▶ Provided material:
============================================================

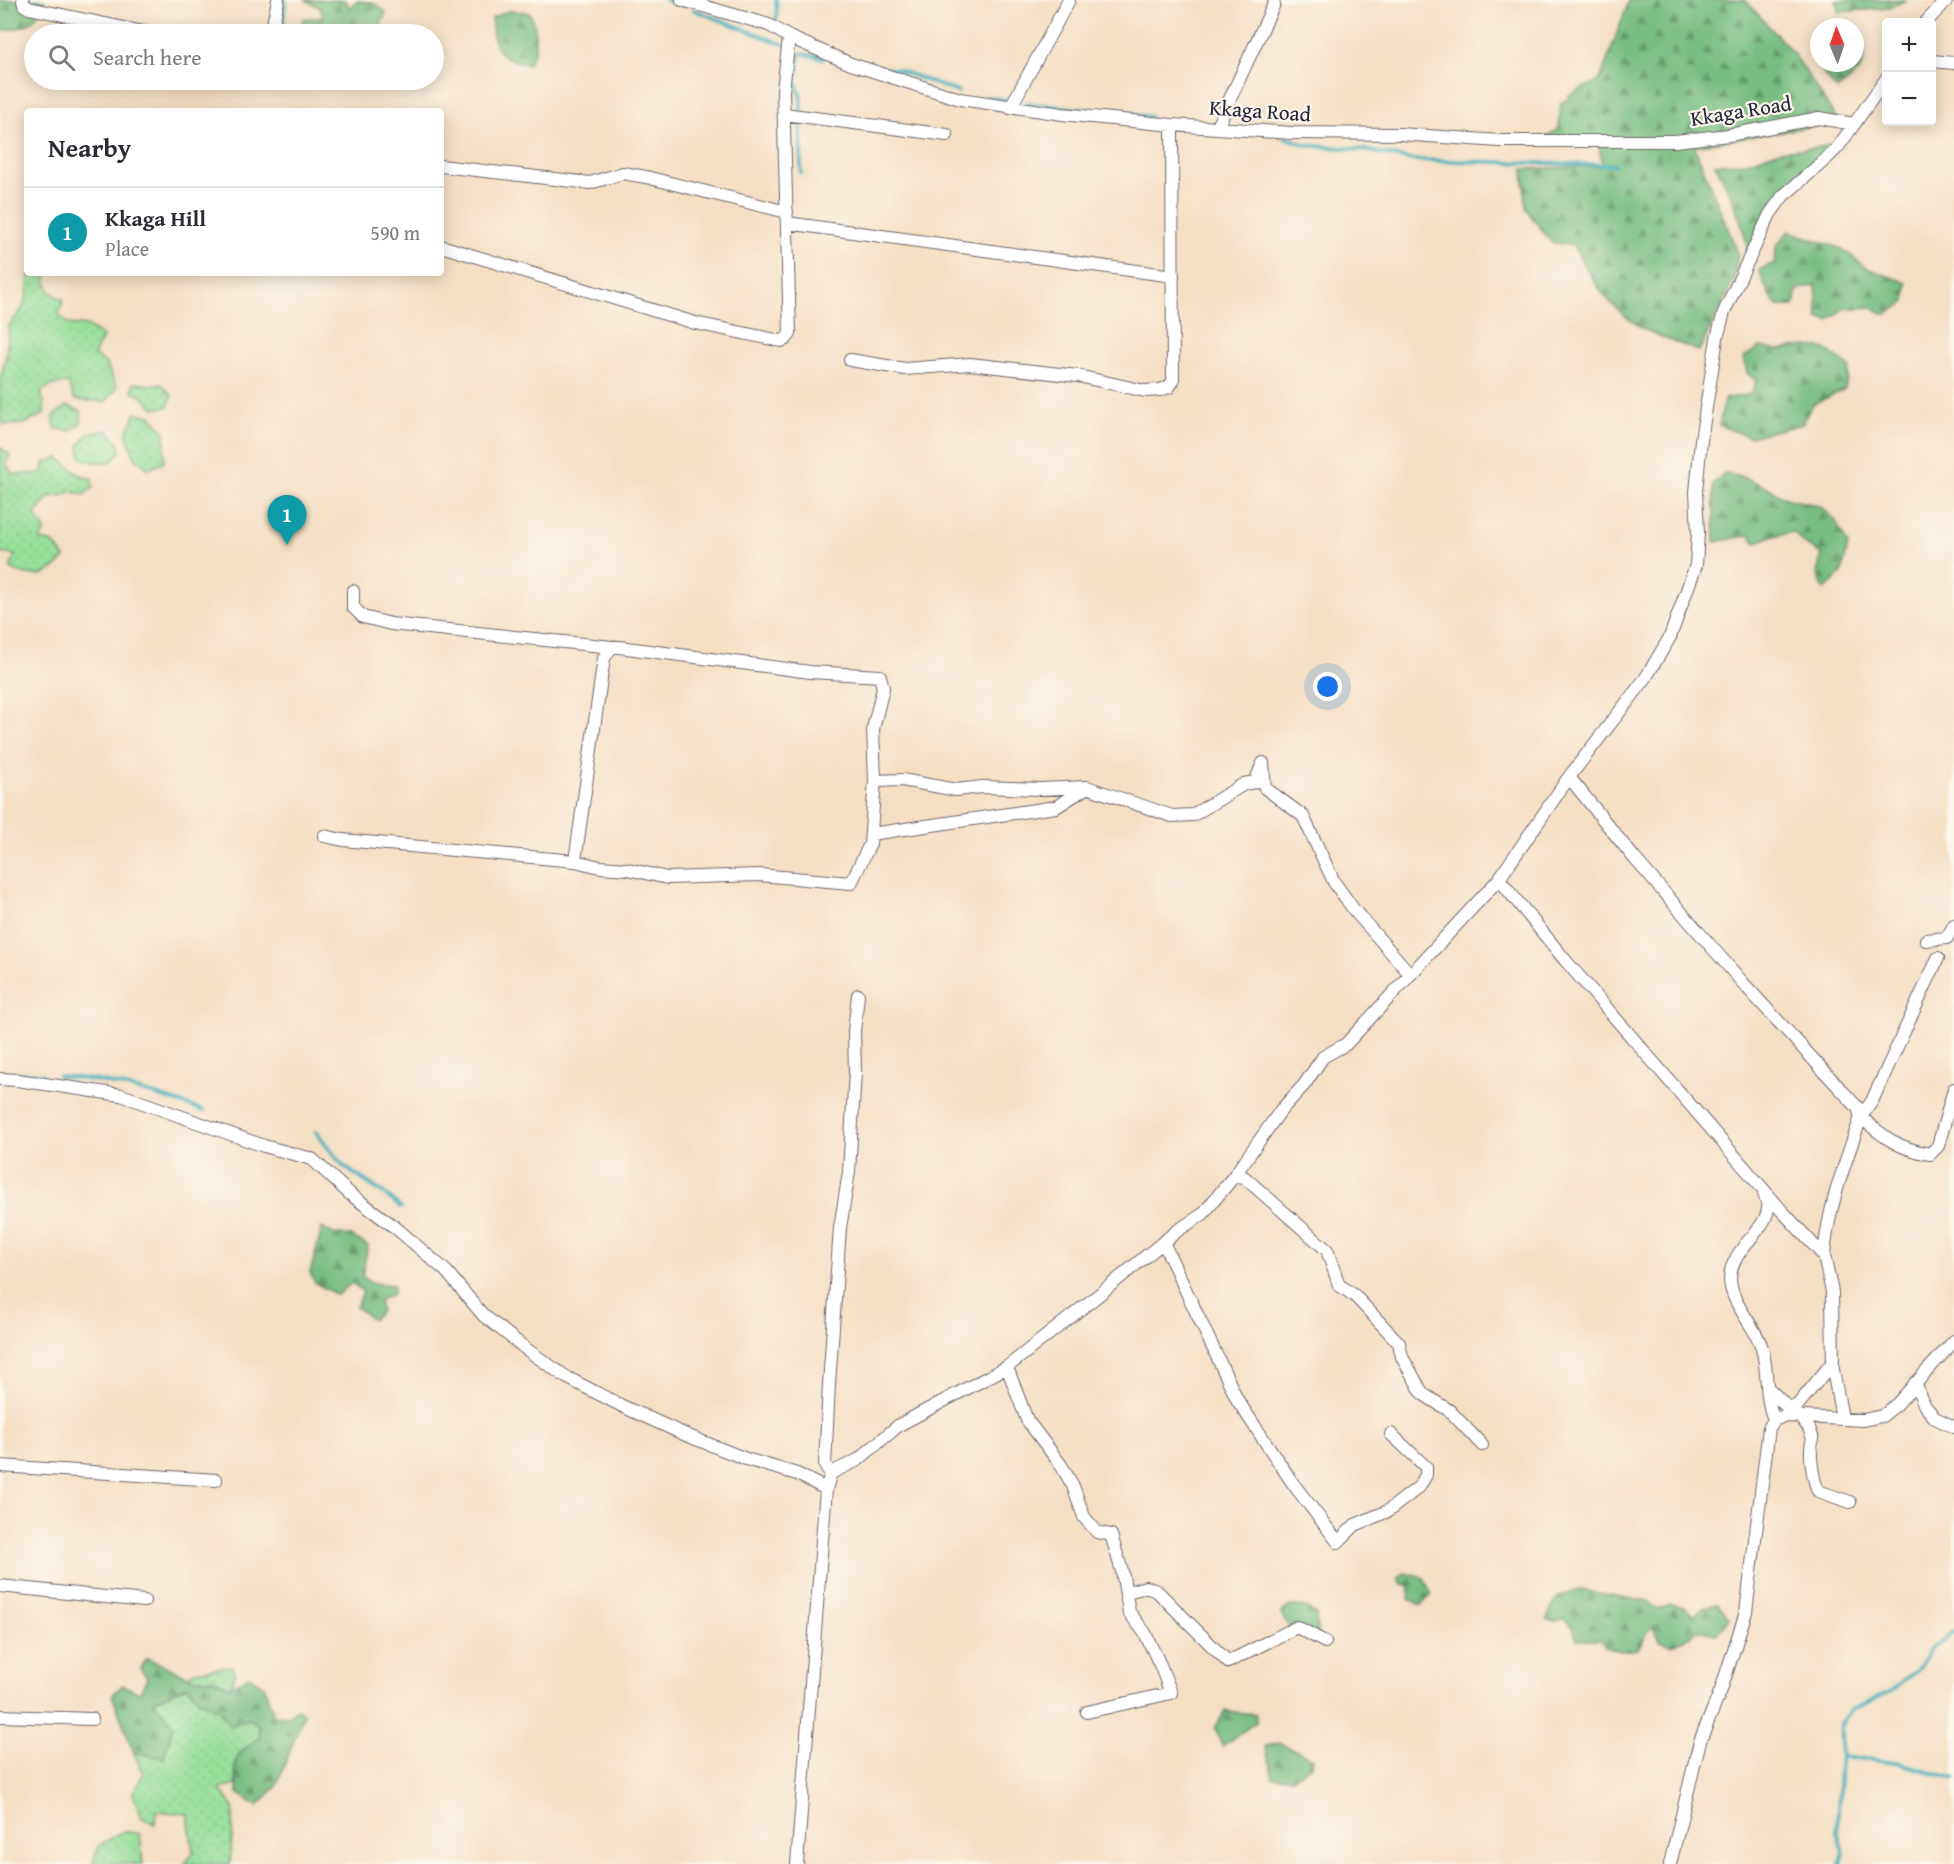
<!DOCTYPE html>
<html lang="en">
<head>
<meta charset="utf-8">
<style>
	:root { --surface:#fff; --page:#f7f7f7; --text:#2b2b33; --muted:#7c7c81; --line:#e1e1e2; --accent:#db2777 }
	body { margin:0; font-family:"Gentium Book Plus",serif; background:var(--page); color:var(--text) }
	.controls { position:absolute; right:18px; top:18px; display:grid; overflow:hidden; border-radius:6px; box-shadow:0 3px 15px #0003 }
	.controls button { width:54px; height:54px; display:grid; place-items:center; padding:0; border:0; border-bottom:2px solid var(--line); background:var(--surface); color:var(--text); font:30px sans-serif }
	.compass { position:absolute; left:1810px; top:18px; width:54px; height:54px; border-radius:50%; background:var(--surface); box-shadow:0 3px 15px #0003; rotate:358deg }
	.you { position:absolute; left:1328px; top:687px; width:21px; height:21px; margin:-15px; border:4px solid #fff; border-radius:50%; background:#1a73e8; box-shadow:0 0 0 9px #1a73e833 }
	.badge { display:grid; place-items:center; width:39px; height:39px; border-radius:50%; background:var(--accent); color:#fff; font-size:20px; font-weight:700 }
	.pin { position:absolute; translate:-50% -50px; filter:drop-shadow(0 2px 3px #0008) }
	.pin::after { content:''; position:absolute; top:32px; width:21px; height:18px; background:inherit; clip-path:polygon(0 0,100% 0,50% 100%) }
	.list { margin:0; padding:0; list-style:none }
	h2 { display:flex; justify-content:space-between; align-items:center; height:78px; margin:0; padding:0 24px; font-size:26px }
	h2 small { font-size:20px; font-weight:400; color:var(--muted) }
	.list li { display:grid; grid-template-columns:39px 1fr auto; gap:18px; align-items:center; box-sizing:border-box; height:90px; padding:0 24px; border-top:2px solid var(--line) }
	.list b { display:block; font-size:22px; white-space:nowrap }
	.list p { margin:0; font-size:20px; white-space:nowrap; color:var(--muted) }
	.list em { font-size:20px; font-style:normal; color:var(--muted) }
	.icon { flex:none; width:33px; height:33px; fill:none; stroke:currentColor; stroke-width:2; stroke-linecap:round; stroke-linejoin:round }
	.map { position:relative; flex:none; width:1954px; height:1864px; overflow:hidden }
	.search { position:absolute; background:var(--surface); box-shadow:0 3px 15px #0003; left:24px; top:24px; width:420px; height:66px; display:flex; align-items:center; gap:15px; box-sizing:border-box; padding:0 21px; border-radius:33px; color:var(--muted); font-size:22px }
	.panel { position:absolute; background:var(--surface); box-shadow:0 3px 15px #0003; left:24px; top:108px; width:420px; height:168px; border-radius:6px }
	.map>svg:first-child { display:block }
	.grass { fill:url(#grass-dots); stroke:#5c806a; stroke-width:1.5 }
	.forest { fill:url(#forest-firs); stroke:#4e705e; stroke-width:1.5 }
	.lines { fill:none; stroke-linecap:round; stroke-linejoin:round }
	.stream { stroke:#3baab9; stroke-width:4 }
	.minor-casing { stroke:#6c646b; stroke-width:14 }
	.minor { stroke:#fff; stroke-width:12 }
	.labels { text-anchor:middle; stroke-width:4.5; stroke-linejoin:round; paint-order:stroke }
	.street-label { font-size:21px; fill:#22223b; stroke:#fbf7ec }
</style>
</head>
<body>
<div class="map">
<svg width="1954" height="1864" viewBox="0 0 1954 1864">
	<defs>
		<pattern id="grass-dots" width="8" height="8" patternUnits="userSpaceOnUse" patternTransform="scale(1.5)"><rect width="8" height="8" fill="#97df99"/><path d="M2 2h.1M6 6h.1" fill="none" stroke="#82bf85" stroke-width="1.8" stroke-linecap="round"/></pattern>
		<pattern id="forest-firs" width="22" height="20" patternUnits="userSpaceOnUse" patternTransform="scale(1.5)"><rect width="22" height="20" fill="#79be81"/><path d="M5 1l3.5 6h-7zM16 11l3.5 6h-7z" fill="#639a6b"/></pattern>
	</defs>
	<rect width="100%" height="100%" fill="#fbf7ec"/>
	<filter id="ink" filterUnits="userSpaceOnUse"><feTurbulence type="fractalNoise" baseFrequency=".0167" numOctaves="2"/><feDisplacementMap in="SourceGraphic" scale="12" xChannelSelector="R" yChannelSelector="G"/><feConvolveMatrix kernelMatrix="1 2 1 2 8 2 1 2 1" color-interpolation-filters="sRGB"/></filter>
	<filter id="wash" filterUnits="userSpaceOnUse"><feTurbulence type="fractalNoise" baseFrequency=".008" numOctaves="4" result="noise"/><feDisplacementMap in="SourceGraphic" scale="24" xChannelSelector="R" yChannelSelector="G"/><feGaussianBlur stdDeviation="1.35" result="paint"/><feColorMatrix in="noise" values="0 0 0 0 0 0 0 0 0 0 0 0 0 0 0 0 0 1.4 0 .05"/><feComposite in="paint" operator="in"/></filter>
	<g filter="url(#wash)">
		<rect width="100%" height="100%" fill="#f4dfc3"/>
		<path class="grass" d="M 40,273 L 46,276 L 49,291 L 63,300 L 59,315 L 69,324 L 87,326 L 103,337 L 94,355 L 106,363 L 117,388 L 105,402 L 75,400 L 68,383 L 53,385 L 41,391 L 44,402 L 44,414 L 24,424 L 4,425 L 0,416 L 0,380 L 6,357 L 9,326 L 22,309 L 27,295 L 29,274 Z
			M 134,383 L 152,385 L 161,384 L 172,395 L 168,407 L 155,408 L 141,396 L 132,392 Z
			M 67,406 L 81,411 L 81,423 L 71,431 L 55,428 L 53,416 Z
			M 136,413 L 151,416 L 165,432 L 164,462 L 149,469 L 135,458 L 126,434 Z
			M 107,430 L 119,442 L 120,452 L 111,462 L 95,462 L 81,458 L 79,446 L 88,434 Z
			M 0,447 L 10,455 L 6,464 L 12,474 L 42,473 L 45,462 L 59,458 L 78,474 L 92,479 L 93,488 L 83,495 L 72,491 L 64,495 L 49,497 L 35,515 L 45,530 L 40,540 L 53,543 L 65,557 C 48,579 36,578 10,569 L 15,555 L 0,553 Z
			M 231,1666 L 236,1673 L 230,1687 L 213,1679 L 178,1684 L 195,1671 Z
			M 187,1686 L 201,1702 L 218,1708 L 230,1726 L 249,1719 L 259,1726 L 259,1738 C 237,1753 233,1757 236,1784 L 220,1789 L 234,1809 L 230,1864 L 185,1864 L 193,1853 L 188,1814 L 156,1811 L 155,1824 L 142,1818 L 133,1793 L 143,1774 L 134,1753 L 164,1758 L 173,1725 L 154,1701 Z
			M 123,1831 L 140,1834 L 143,1864 L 93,1864 L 98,1846 Z"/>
		<path class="forest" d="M 0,0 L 45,0 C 34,27 27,27 0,31 Z
			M 306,0 L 345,0 L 350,8 L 356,1 L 372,2 L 386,12 L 377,34 L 300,34 L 303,19 L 323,17 L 320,8 Z
			M 1629,0 L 1745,0 L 1794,54 L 1839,122 L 1694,146 L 1738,253 L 1735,278 L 1699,351 C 1681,344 1660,338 1642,328 C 1610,309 1590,279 1574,246 L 1551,242 L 1526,209 L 1523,169 L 1602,166 L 1599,144 L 1540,142 L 1559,128 L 1561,103 L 1570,98 L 1568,96 L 1600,80 Z
			M 1836,0 L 1907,0 L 1889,8 L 1840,12 Z
			M 508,11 L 526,12 L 531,15 L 535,29 L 535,51 L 528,65 C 497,57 492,50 492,18 Z
			M 1855,37 L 1862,39 C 1869,68 1858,73 1837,90 L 1824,75 L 1821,63 L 1855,63 Z
			M 1830,146 L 1812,171 L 1790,188 L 1748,254 C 1744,222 1730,192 1715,164 L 1743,163 L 1780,151 Z
			M 1789,231 L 1842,249 L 1867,268 L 1907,283 L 1906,302 L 1886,315 L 1870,307 L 1843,309 L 1828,321 L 1818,318 L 1816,285 L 1797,290 L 1794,306 L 1777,306 L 1768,293 L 1759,270 L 1775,263 L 1776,246 Z
			M 1807,346 L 1825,349 L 1850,367 L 1845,389 L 1812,405 L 1802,424 L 1750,437 L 1719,425 L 1725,399 L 1751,394 L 1756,381 L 1747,373 L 1743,358 L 1760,347 L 1778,350 Z
			M 1724,473 L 1745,478 L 1767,487 L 1785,498 L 1820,506 L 1835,520 L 1848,545 L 1842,573 L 1824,590 L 1817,573 L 1822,554 L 1807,546 L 1793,532 L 1769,537 L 1756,543 L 1750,535 L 1715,542 L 1713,484 Z
			M 322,1228 L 334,1234 L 351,1236 L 368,1246 L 362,1276 L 372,1283 L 394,1285 L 393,1294 L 379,1300 L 381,1311 L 373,1320 L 356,1307 L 363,1292 L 352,1283 L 337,1295 L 315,1283 L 310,1273 Z
			M 1404,1573 L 1424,1578 L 1432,1595 L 1421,1605 L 1409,1599 L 1410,1586 L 1401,1583 L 1398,1579 Z
			M 1581,1590 L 1649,1602 L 1658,1610 L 1670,1605 L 1685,1607 L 1694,1616 L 1703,1607 L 1718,1604 L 1729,1619 L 1716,1634 L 1698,1630 L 1686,1639 L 1671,1645 L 1660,1641 L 1654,1627 L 1648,1632 L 1638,1649 L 1619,1651 L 1605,1647 L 1601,1640 L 1577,1640 L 1573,1627 L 1564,1619 L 1556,1622 L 1547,1620 C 1555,1596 1557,1595 1581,1590 Z
			M 1290,1606 L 1302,1606 L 1316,1614 L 1318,1639 C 1302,1641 1286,1627 1281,1613 Z
			M 147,1658 L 195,1679 L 213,1679 L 230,1687 L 249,1676 L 264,1686 L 274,1715 L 288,1716 L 297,1709 L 304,1714 L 276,1787 L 257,1806 L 238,1793 C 234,1761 230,1757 259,1738 L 259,1726 L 249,1719 L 230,1726 L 218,1709 L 201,1702 L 187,1686 L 154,1701 L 173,1725 L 164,1758 L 134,1753 L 112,1695 L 123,1685 L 139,1693 L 148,1679 L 140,1668 Z
			M 1225,1711 L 1256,1714 L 1256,1722 L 1222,1746 L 1215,1728 Z
			M 1279,1743 L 1313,1758 L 1312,1765 L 1293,1778 L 1273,1777 L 1265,1746 Z"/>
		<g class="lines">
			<path class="stream" d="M 666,0 L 682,5
				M 694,10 L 785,45
				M 774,25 L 777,17 L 776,0
				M 111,31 L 125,34
				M 69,34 L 71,24 L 77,23
				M 282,34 L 285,0
				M 878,67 L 898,70 L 958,92
				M 791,68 L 801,97 L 801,173
				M 798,73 L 799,55 L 800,53 L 823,58
				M 986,97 L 1008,100
				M 1027,103 L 1150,117
				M 1285,137 L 1306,145 L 1365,150 L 1413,160 L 1615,165
				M 0,1073 L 42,1074
				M 59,1076 C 110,1080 156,1094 204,1111
				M 316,1132 L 343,1166 L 386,1195 L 401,1208
				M 1841,1756 L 1902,1764 L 1954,1778
				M 1840,1864 L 1843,1852 L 1837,1831 L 1841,1752 L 1841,1724 L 1850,1711 L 1891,1691 L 1916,1671 L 1929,1651 L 1954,1632"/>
		</g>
	</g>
	<g filter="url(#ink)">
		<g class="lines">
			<defs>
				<path id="minor" d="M 23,0 L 24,5 L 29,8 L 153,34
					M 682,0 L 769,25 L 789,37 L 851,64 L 960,99 L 1062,114 L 1172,125 L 1292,133 L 1400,134 L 1500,141 L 1675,141 L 1729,135 L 1819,118 L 1854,124
					M 1926,22 L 1947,0
					M 271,34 L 278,0
					M 1932,61 L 1954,63
					M 1010,108 L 1069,0
					M 784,114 L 947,135
					M 1217,127 L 1274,4
					M 441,166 L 590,183 L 623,173 L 646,177 L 787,212
					M 787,223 L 1173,276
					M 441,246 L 695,323 L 781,341 L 786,339 L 790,334 L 783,91 L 789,37
					M 850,360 L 905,369 L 970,364 L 1078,376 L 1145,391 L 1160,390 L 1169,387 L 1173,381 L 1172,125
					M 353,591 L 353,607 L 363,617 L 391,624 L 612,647 L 619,647 L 810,672 L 880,676 L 883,688 L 873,729 L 875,781 L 870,844 L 851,883 L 759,875 L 667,878 L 628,869 L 600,867 L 575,861 L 604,658 L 612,647
					M 1569,777 L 1635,859 L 1743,983 L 1858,1108 L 1861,1117 C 1845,1164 1828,1206 1824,1256
					M 875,781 L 902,780 L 956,790 L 982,787 L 1040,789 L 1087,787 L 1172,816 L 1193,815 L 1244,784 L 1255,782 L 1263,763 L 1265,788 L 1303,816 L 1334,882 L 1354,910 L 1410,974
					M 871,834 L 1056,807 L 1086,788
					M 324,836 L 343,840 L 575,861
					M 1499,879 L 1565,960 L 1782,1211 L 1824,1256 L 1832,1292 L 1833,1370 L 1842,1418
					M 1926,940 L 1947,938 L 1954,925
					M 1938,958 L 1872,1101 L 1861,1117 C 1883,1137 1899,1149 1930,1154 L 1938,1146 L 1954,1089
					M 0,1079 L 17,1080 L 121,1095 L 264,1146 L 312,1159 L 350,1194 L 396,1228 L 446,1271 L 483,1315 L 526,1349 L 566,1377 L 624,1407 L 686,1435 L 746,1459 L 797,1474 L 826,1489
					M 1234,1176 L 1244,1177 L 1327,1250 L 1339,1285 L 1355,1296 L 1399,1343 L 1402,1357 L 1423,1394 L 1450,1411 L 1482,1445
					M 1764,1193 C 1765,1196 1767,1202 1768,1206 C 1769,1229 1731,1248 1730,1278 C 1730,1304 1755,1324 1762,1348 C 1769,1373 1764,1396 1774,1420
					M 1163,1242 L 1238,1401 L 1294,1485 L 1338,1542 L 1355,1525 L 1388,1511 L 1419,1487 L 1426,1475 L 1426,1467 L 1391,1434
					M 1007,1367 L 1027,1420 L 1061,1465 L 1073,1486 L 1084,1517 L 1097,1532 L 1111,1535 L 1122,1571 L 1129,1612 L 1145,1633 L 1161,1667 L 1171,1693 L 1087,1712
					M 1915,1383 L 1925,1406 L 1935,1418 L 1954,1427
					M 1767,1387 L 1787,1407 L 1795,1410
					M 1790,1407 L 1797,1406 L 1832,1363
					M 1800,1416 L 1809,1428 L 1813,1439 C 1808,1451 1813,1479 1818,1491 L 1850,1502
					M 0,1466 L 216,1480
					M 831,1473 L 825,1466 L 829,1384 L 840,1228 L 849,1172 L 855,1072 L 854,1031 L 858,995
					M 0,1586 L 144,1601
					M 1127,1592 L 1146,1587 L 1157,1591 L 1228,1662 L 1297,1627 L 1325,1642
					M 0,1716 L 92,1719
					M 797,1864 L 826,1489 L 831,1473 L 858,1460 L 899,1425 L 1007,1367 L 1096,1297 L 1177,1231 L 1203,1214 L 1234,1176 L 1281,1110 L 1304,1085 L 1323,1057 L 1346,1044 L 1499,879 L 1569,777 L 1645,679 L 1670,637 L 1696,565 L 1698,533 L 1696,492 L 1701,440 L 1717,338 L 1724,312 L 1770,214 L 1783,196 L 1825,160 L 1838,147 L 1886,79
					M 1670,1864 L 1700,1741 L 1721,1690 L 1746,1612 L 1769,1428 L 1774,1420 L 1784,1416 L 1863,1420 L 1882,1416 L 1897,1404 L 1954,1341"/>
			</defs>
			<use href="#minor" class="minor-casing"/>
			<use href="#minor" class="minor"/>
		</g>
	</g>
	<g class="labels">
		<g class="street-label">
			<text transform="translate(1260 111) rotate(4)" y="7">Kkaga Road</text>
			<text transform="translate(1741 111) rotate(-9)" y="7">Kkaga Road</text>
		</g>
	</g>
</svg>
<div class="controls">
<button>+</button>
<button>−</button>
</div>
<svg class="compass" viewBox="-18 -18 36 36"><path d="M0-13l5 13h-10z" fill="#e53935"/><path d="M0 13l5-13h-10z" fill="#7c7c81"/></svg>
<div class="you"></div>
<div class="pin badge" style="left:287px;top:545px;background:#0f9aa8">1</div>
<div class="search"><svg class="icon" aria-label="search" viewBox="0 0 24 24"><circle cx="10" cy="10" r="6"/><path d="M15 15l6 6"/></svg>Search here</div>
<section class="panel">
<h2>Nearby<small></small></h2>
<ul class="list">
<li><span class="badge" style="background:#0f9aa8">1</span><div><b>Kkaga Hill</b><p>Place</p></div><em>590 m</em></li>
</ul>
</section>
</div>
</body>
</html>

============================================================

▶ Task directions: Begin with the first line of the entries above and write out each line exactly, ending with the line containing "position:absolute; left:1810px; top:18px;". Leave out pictures.

▶ Answer for this exercise:
<!DOCTYPE html>
<html lang="en">
<head>
<meta charset="utf-8">
<style>
	:root { --surface:#fff; --page:#f7f7f7; --text:#2b2b33; --muted:#7c7c81; --line:#e1e1e2; --accent:#db2777 }
	body { margin:0; font-family:"Gentium Book Plus",serif; background:var(--page); color:var(--text) }
	.controls { position:absolute; right:18px; top:18px; display:grid; overflow:hidden; border-radius:6px; box-shadow:0 3px 15px #0003 }
	.controls button { width:54px; height:54px; display:grid; place-items:center; padding:0; border:0; border-bottom:2px solid var(--line); background:var(--surface); color:var(--text); font:30px sans-serif }
	.compass { position:absolute; left:1810px; top:18px; width:54px; height:54px; border-radius:50%; background:var(--surface); box-shadow:0 3px 15px #0003; rotate:358deg }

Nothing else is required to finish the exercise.